Not only do we sample small proportions of total plant biomass, but
researchers often differ in how these samples are collected and
processed. To provide guidance for sampling plant-associated microbial
groups, we compared two of the more common sampling strategies seen in
the literature to see if they differ in richness and compositional
estimates and if this depends on the microorganism targeted. The first
sampling strategy involves collecting a specific surface area or volume
of plant tissue (e.g. leaf discs or lengths of root segments) followed
by tissue homogenization (e.g., Jumpponen and Jones 2009; Daleo et
al ., 2018; Toju et al. 2019). In this strategy, the spatial
extent of available plant tissue is somewhat maintained, but many taxa
may be missed if their distributions are patchy, which in turn may lead
to increased variance in richness and composition among samples. From
hereon we will refer to this strategy as “homogenizing tissue
after subsampling ” (Figure 1A).The second common sampling strategy
involves either collecting a pre-specified amount of tissue from each
plant (e.g., six leaves or root segments per plant) or collecting plant
tissue somewhat haphazardly without much standardization among plant
samples. Then samples are ground prior to collection of a standardized,
homogenized subsample (e.g., Zimmerman and Vitousek 2011, Unterseheret al . 2016). We will refer to this method as
“homogenizing tissue before subsampling” (Figure 1B). One
criticism of this strategy is that plants undoubtedly differ in size,
and by collecting a set number of leaves or roots, or just any plant
material available, researchers are sampling from initial microbial
species pools that vary in size. Differences in the homogenized pool
sizes can then bias richness measurements toward larger plants. In this
approach, it is thought that the homogenized pool may yield a more
representative subsample of the microbial community present within the
plant. It is also assumed that any subsample from the powdered
tissue, regardless of sampling approach used, will yield the same or a
similar microbial community. To our knowledge, however, these
assumptions have not been tested.
Because the optimal strategy may depend on the microorganism targeted,
we tested these two strategies by extracting and amplifying bacterial
DNA (16S), general fungal DNA (ITS2) and arbuscular mycorrhizal fungal
DNA (18S), from roots (all) and/or leaves (ITS2 only) of naturally
occurring, mature, showy milkweed (Asclepias speciosa) . We chose
showy milkweed as it is a model species for plant defensive chemistry,
and previous studies have shown high microbial colonization (Hahnet al ., 2018). Due to the highly diverse nature of foliar fungal
endophytes (FFE) (Jumpponen and Jones 2009), we extracted DNA from many
additional subsamples per plant to assess the extent of undersampling in
this group. Finally, we sampled leaves twice across the season to assess
if broad-scale seasonal differences in FFE were still detectable despite
potential undersampling, in order to better understand when—and for
which type of questions—insufficient sampling is a problem. We
predicted that 1) homogenizing before subsampling (strategy 2)

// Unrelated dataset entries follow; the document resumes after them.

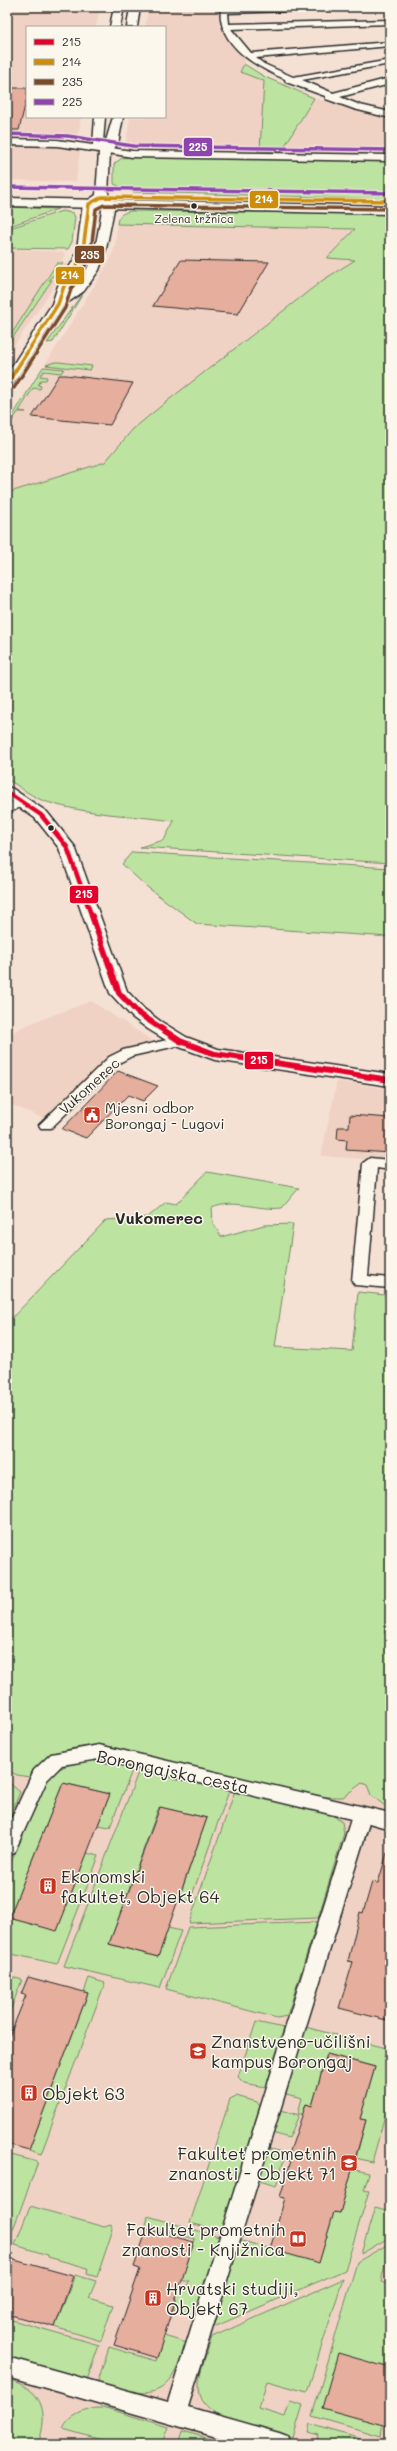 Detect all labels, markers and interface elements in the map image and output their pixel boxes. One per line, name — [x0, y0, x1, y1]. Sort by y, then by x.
legend — [26, 26, 166, 118]
text: 215 — [62, 33, 81, 49]
text: 214 — [62, 53, 81, 69]
text: 235 — [62, 73, 83, 89]
text: 225 — [62, 93, 82, 109]
line badge: 225 — [183, 137, 213, 157]
text: 225 — [189, 139, 208, 154]
line badge: 214 — [249, 190, 279, 209]
text: 214 — [255, 191, 273, 206]
marker: Zelena tržnica — [189, 201, 199, 211]
place label: Zelena tržnica — [154, 211, 234, 226]
line badge: 235 — [74, 245, 105, 264]
text: 235 — [80, 247, 100, 262]
line badge: 214 — [55, 266, 85, 285]
text: 214 — [61, 267, 79, 282]
unlabelled marker — [46, 823, 56, 833]
line badge: 215 — [69, 885, 99, 904]
text: 215 — [75, 886, 93, 901]
line badge: 215 — [244, 1051, 274, 1070]
text: 215 — [250, 1052, 268, 1067]
street label: Vukomerec — [54, 1053, 124, 1119]
place label: Mjesni odbor Borongaj - Lugovi — [105, 1098, 225, 1133]
public building icon: Mjesni odbor Borongaj - Lugovi — [82, 1105, 102, 1125]
district label: Vukomerec — [115, 1207, 203, 1228]
street label: Borongajska cesta — [95, 1744, 251, 1798]
place label: Ekonomski fakultet, Objekt 64 — [61, 1865, 220, 1907]
building icon: Ekonomski fakultet, Objekt 64 — [38, 1876, 58, 1896]
place label: Znanstveno-učilišni kampus Borongaj — [211, 2030, 371, 2072]
school or university icon: Znanstveno-učilišni kampus Borongaj — [188, 2041, 208, 2061]
place label: Objekt 63 — [42, 2082, 125, 2104]
building icon: Objekt 63 — [19, 2083, 39, 2103]
place label: Fakultet prometnih znanosti - Objekt 71 — [169, 2142, 336, 2184]
school or university icon: Fakultet prometnih znanosti - Objekt 71 — [339, 2153, 359, 2173]
place label: Fakultet prometnih znanosti - Knjižnica — [122, 2218, 285, 2260]
library icon: Fakultet prometnih znanosti - Knjižnica — [288, 2229, 308, 2249]
place label: Hrvatski studiji, Objekt 67 — [166, 2277, 299, 2319]
building icon: Hrvatski studiji, Objekt 67 — [143, 2288, 163, 2308]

would yield richer, more even microbial communities among plants,
because more of the plant tissue would be initially homogenized, 2)
different sampling strategies would result in different microbial
community structures due to the spatial heterogeneity of microbes within
plants, and 3) differences between sampling strategies would depend on
the organism targeted and tissue sampled (roots or leaves), potentially
due to inherent differences in global and likely local richness, as well
as microbial modes of dispersal (above vs. belowground).